Yes, blame Obama. (The only surprise, here, was that Hillary didn’t get a mention.)
But look who did cut the research budget for clean coal
In the process of researching this post, I found this New York Times report on the Trump administration’s funding for clean coal research back in the summer of 2017:
The Trump budget for the fiscal year that begins in October also seems to have given up on clean coal. It would cut research and development for carbon capture and storage technology to about $35 million from more than $200 million.

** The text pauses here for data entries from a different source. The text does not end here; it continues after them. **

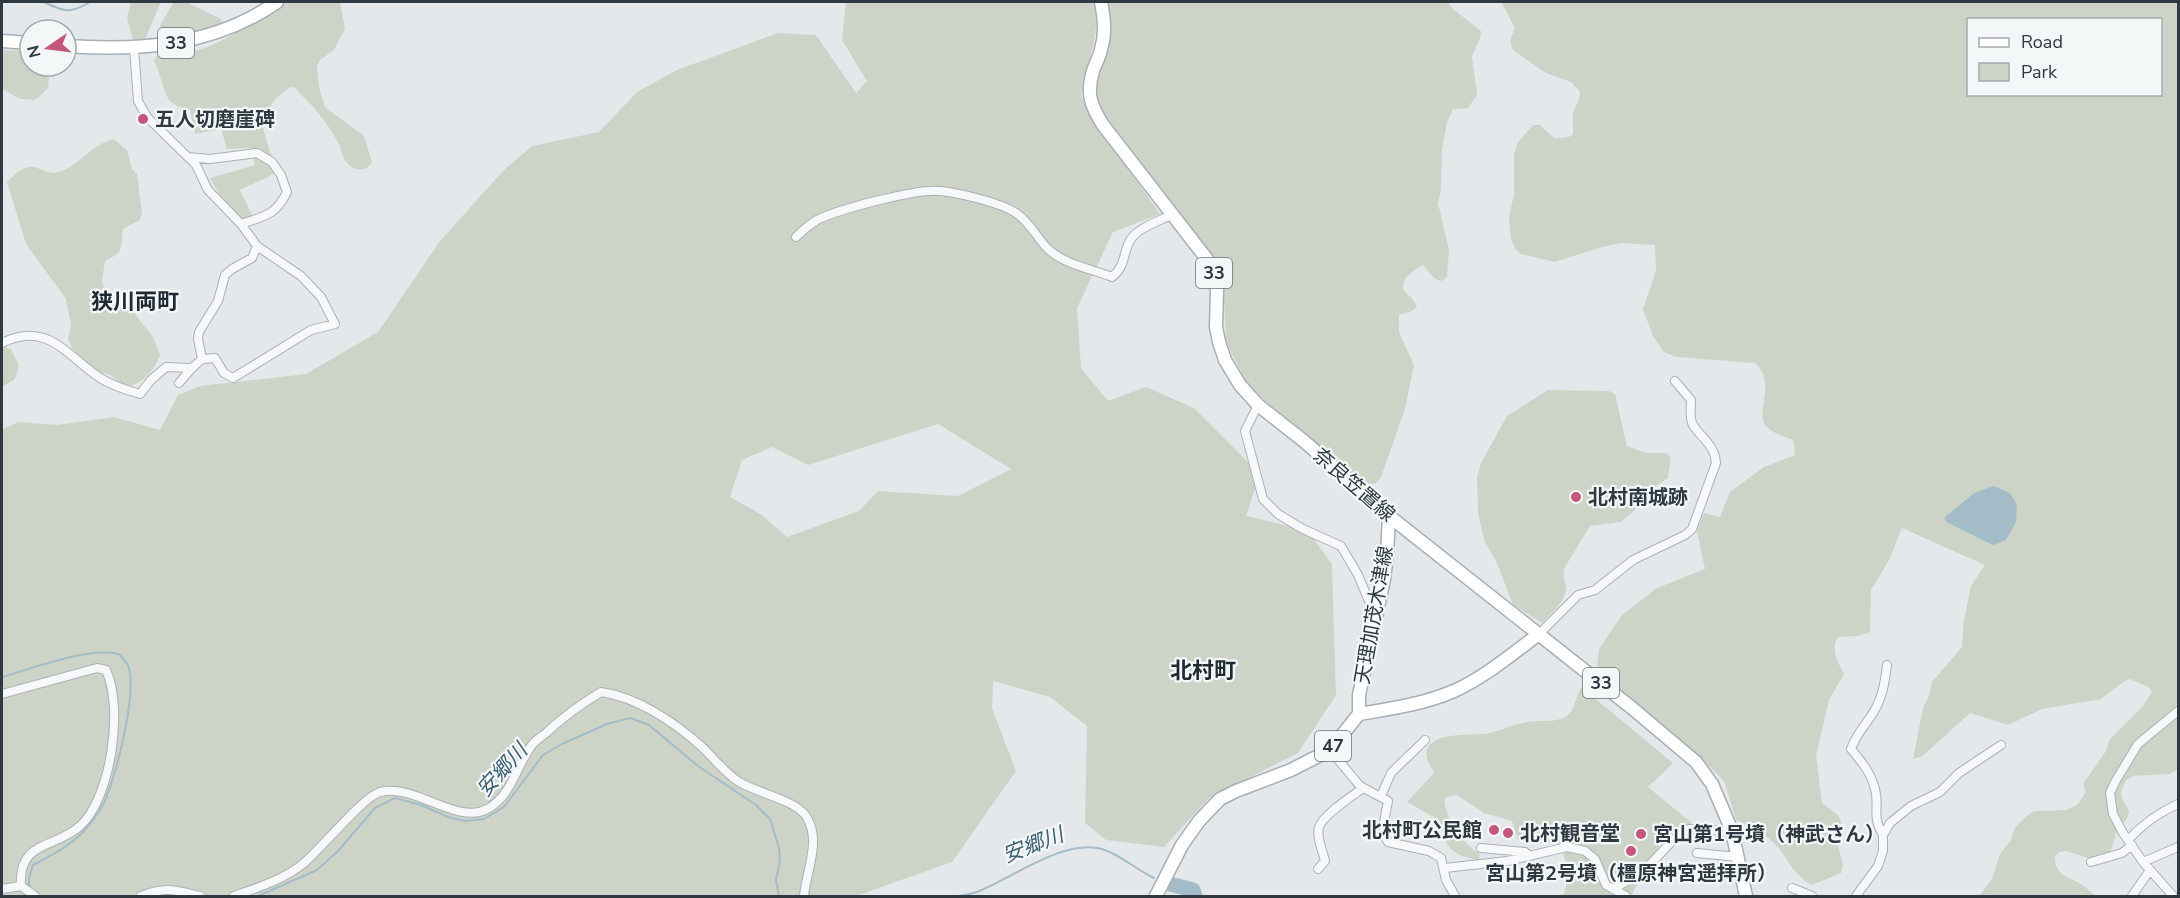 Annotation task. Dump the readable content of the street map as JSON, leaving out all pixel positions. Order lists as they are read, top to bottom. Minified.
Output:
{"streets":{"main road":["33","奈良笠置線","天理加茂木津線","47"]},"crossings":[["奈良笠置線","天理加茂木津線"],["天理加茂木津線","47"]],"districts":["狭川両町","北村町"],"water":["安郷川"],"places":["五人切磨崖碑","北村南城跡","北村町公民館","北村観音堂","宮山第1号墳（神武さん）","宮山第2号墳（橿原神宮遥拝所）"],"legend":["Road","Park"],"north":"left"} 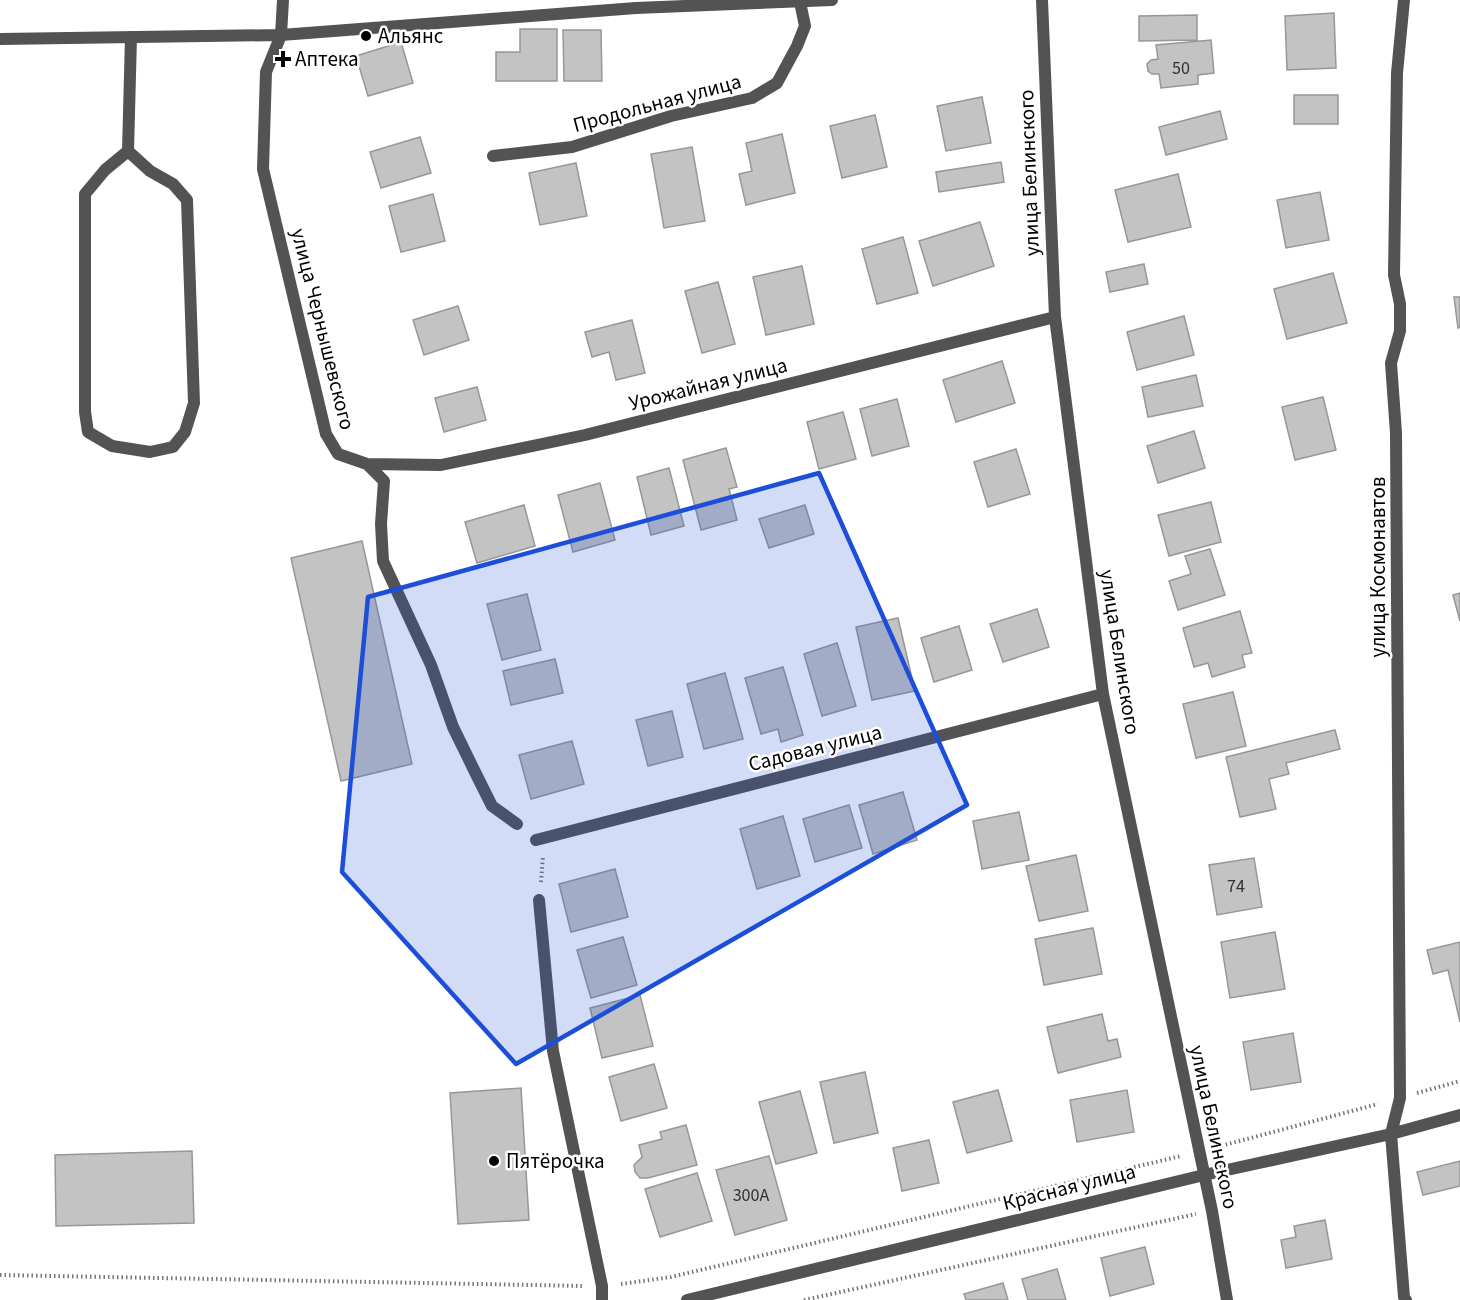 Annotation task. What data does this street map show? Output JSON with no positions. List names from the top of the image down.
{
  "streets": {
    "street": [
      "Продольная улица",
      "улица Белинского",
      "улица Чернышевского",
      "Урожайная улица",
      "улица Космонавтов",
      "Садовая улица",
      "Красная улица"
    ]
  },
  "crossings": [
    ["улица Белинского", "Урожайная улица"],
    ["улица Белинского", "Садовая улица"],
    ["улица Белинского", "Красная улица"],
    ["улица Чернышевского", "Урожайная улица"],
    ["улица Космонавтов", "Красная улица"]
  ],
  "places": {
    "other": ["Альянс", "Пятёрочка"],
    "health": ["Аптека"]
  },
  "house_numbers": ["50", "74", "300А"]
}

This is not about clean coal; it’s about reelecting Trump
Like his blaming of former president Obama, Myer does not mention Trump’s earlier cuts in clean coal research because his column is not about providing an accurate recent history of clean coal research; it’s about supporting Trump. The political strategy behind Trump's current support for coal was explained earlier this month by economist Walter E. Block in an op-ed for the New York Times. (Note -- Block is no wishy-washy, liberal, green economist; he’s a self-described, pro-markets Austro-Libertarian.) Here’s his conclusion:
Given the clear evidence of where the energy market is heading, the president’s insistence on protecting coal feels uncomfortably like crony capitalism. . . . The reason seems to be clear: To fortify support in the Appalachian states that mine coal and the industrial states that burn it — key parts of his electoral victory in 2016.
A footnote on how America’s business press viewed Trump’s replacement of Obama’s Clean Power Plan with his own Clean Energy Rule
Okay, we can probably guess how the environmental press reacted to Trump’s most recent effort to save the coal industry. But what about the conclusions of America’s business press? Here, then, are the most recent headlines and quotes about Trump’s efforts to save the coal industry from business media.
From Fortune Magazine:
Why Trump's EPA Rollback to End 'War on Coal' Won't Rescue the Industry
From yesterday’s Barron’s:
Trump’s New EPA Plan Is Unlikely to Revive the Coal Industry, Analysts Say
From Energy and Environment:
Trump to toss lifeline to coal plants. Will it work?
It begins:
The Trump administration's much-anticipated rule to replace the Obama-era Clean Power Plan may not be the long-term lifeline for coal that some hoped it would be, analysts say.
That concept was reinforced yesterday when an analysis showed the U.S. power sector methodically moving away from coal-fired generation, without any rule in place, to energy options such as solar and wind that do not produce carbon dioxide emissions.
Finally, Forbes Magazine had an analysis that pointed out that both the public and major corporations are moving on:
Trump Is Lighting A Fire Under Coal But Voters Are Electing For Clean Energy
It explains:
Right now, 48% of the Fortune 500 and 63% of the Fortune 100 are vowing to cut their greenhouse gases, up their use of green energy or improve their energy efficiencies, according to David Gardiner and Associates. Consider the Renewable Energy Buyers Alliance, which is made up of such companies as Google, Facebook, Walmart, General Motors, Disney and Salesforce: They are targeting 60,000 megawatts of non-utility renewables deployments by 2025.
It also notes:
According to E2’s Opportunity Lost report from 2017, eliminating the Clean Power Plan could cost the United States as many as 560,000 jobs and $52 billion in foregone gross domestic product, or lost wealth.
Yes, Trump’s action (and Ogden’s support for them) are not about saving the coal industry (as most economists point out, it can’t be saved) and they are certainly not about doing something about climate change. Simply put, they’re about getting Trump reelected.